The Autorité de Régulation des Communications Électroniques, des Postes et de la Distribution de la Presse’s  (Arcep) latest digital barometer has once more revealed that users are addicted to their smartphones. But more interestingly, it provides some evidence that the EU’s Digital Markets Act (DMA) is making the US tech giants actually take action. 

Last week, both Apple and Google were targeted by EU action under the Digital Markets Act (DMA). In preliminary findings against Google parent Alphabet, the EC stated that certain features and functionalities of Google Search treat Alphabet’s own services more favourably compared to rival ones. The Commission has informed Alphabet of its preliminary view that its app marketplace Google Play does not comply with the DMA, as app developers are prevented from freely steering consumers to other channels for better offers.

The EC also adopted two decisions under the DMA specifying the measures that Apple has to take to comply with its interoperability obligation. Apple will be required to open up support for non-Apple accessories on the iPhone. This means Apple will be required to provide other companies and developers with improved access to iOS for consumer devices like smartwatches, headphones or TVs.

Google warned darkly that the EU’s position “will hurt European businesses and consumers, hinder innovation, weaken security, and degrade product quality”. It added that the Commission had created a “false choice”  between openness and security. 

While the smartphone is taking hold as an essential tool, handset, operating system (OS) and browser suppliers have become key players in free and open access to content and services. Europe’s Digital Markets Act (DMA) came into force in March 2024, and seeks to guarantee open digital markets. Among its rules: operating systems are prohibited from imposing any software by default on their users. 

Arcep’s latest report found that four months after the DMA came into force, close to a third of smartphone owners report having been given the option of switching their mobile browser or being informed of these new provisions.

Connected society

The report – which was carried out with CREDOC on behalf of the regulator,  the Economic Council (CGE) and France’s National Agency for Territorial Cohesion (ANCT) – also found that in 2024, 98% of people in France aged 12 and up owned a mobile phone (up 4 points YoY).

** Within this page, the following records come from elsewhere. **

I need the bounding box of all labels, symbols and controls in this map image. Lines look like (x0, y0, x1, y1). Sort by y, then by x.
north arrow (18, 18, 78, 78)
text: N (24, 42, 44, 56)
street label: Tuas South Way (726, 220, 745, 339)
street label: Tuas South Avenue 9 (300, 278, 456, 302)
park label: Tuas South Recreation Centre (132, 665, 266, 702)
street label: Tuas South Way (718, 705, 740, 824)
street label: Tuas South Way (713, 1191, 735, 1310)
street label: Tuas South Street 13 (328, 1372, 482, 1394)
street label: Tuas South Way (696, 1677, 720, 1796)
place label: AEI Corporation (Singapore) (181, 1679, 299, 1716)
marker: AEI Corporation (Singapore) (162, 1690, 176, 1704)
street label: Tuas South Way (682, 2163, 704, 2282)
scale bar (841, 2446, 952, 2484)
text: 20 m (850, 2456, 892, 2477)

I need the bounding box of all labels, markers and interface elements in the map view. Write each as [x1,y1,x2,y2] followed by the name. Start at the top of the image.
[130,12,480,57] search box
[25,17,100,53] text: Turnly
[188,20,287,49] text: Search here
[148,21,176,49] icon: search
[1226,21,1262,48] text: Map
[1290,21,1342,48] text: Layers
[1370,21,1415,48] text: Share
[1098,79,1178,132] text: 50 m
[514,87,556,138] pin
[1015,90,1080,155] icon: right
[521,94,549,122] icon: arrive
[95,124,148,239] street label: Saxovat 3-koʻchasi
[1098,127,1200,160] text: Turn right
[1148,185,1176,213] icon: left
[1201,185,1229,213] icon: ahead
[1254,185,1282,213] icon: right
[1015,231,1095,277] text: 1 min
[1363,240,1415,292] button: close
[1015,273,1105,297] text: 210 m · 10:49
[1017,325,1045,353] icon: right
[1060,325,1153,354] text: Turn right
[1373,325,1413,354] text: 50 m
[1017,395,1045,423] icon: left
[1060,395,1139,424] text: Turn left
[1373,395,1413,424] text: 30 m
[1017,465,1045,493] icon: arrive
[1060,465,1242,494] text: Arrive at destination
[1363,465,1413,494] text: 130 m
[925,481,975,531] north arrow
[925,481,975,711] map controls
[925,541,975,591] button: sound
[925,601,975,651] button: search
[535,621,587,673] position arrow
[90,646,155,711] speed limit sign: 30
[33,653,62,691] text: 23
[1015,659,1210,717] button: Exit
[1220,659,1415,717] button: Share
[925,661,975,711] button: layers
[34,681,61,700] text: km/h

Of particular note, the already massively adopted smartphone has become virtually ubiquitous: 91% of people aged 12 and up own one, alongside computers which are owned by 89% of the population. 

Smart speaker ownership is also rising (33%, up 4 points) and their rate of daily use has overtaken that of landline phones. Other connected devices (health, security, home automation, household appliances) are found in 40% of households (up 3 points). Online storage services, whose free versions are the most widely used, have been adopted by 50% of the population. 

Fibre rules

Underpinning this trend is the increasingly widespread access to fibre. In 2024, 75% of people aged 12 and up with a fixed internet connection had a fibre or a cable plan (up 8 points YoY), whereas copper line access was still predominant in 2020. This percentage of fibre users is rising even more significantly thanks to a surge in the proportion of fibre customers in municipalities with a population of under 20,000, which reached 69% in 2024 and is nearing the fibre subscription rates found in large cities.

Addicted to phones

Queried about how much time they spend on their devices for personal use, close to three out of four people report spending more than two hours a day, and one in four report spending more than five hours a day on their screens. Average screen time is around four hours a day, or a quarter of people’s waking hours. Also queried about how they perceive their screen time, 42% of respondents said they feel that they spend too much time and, for 19% of them, far too much time on their devices. 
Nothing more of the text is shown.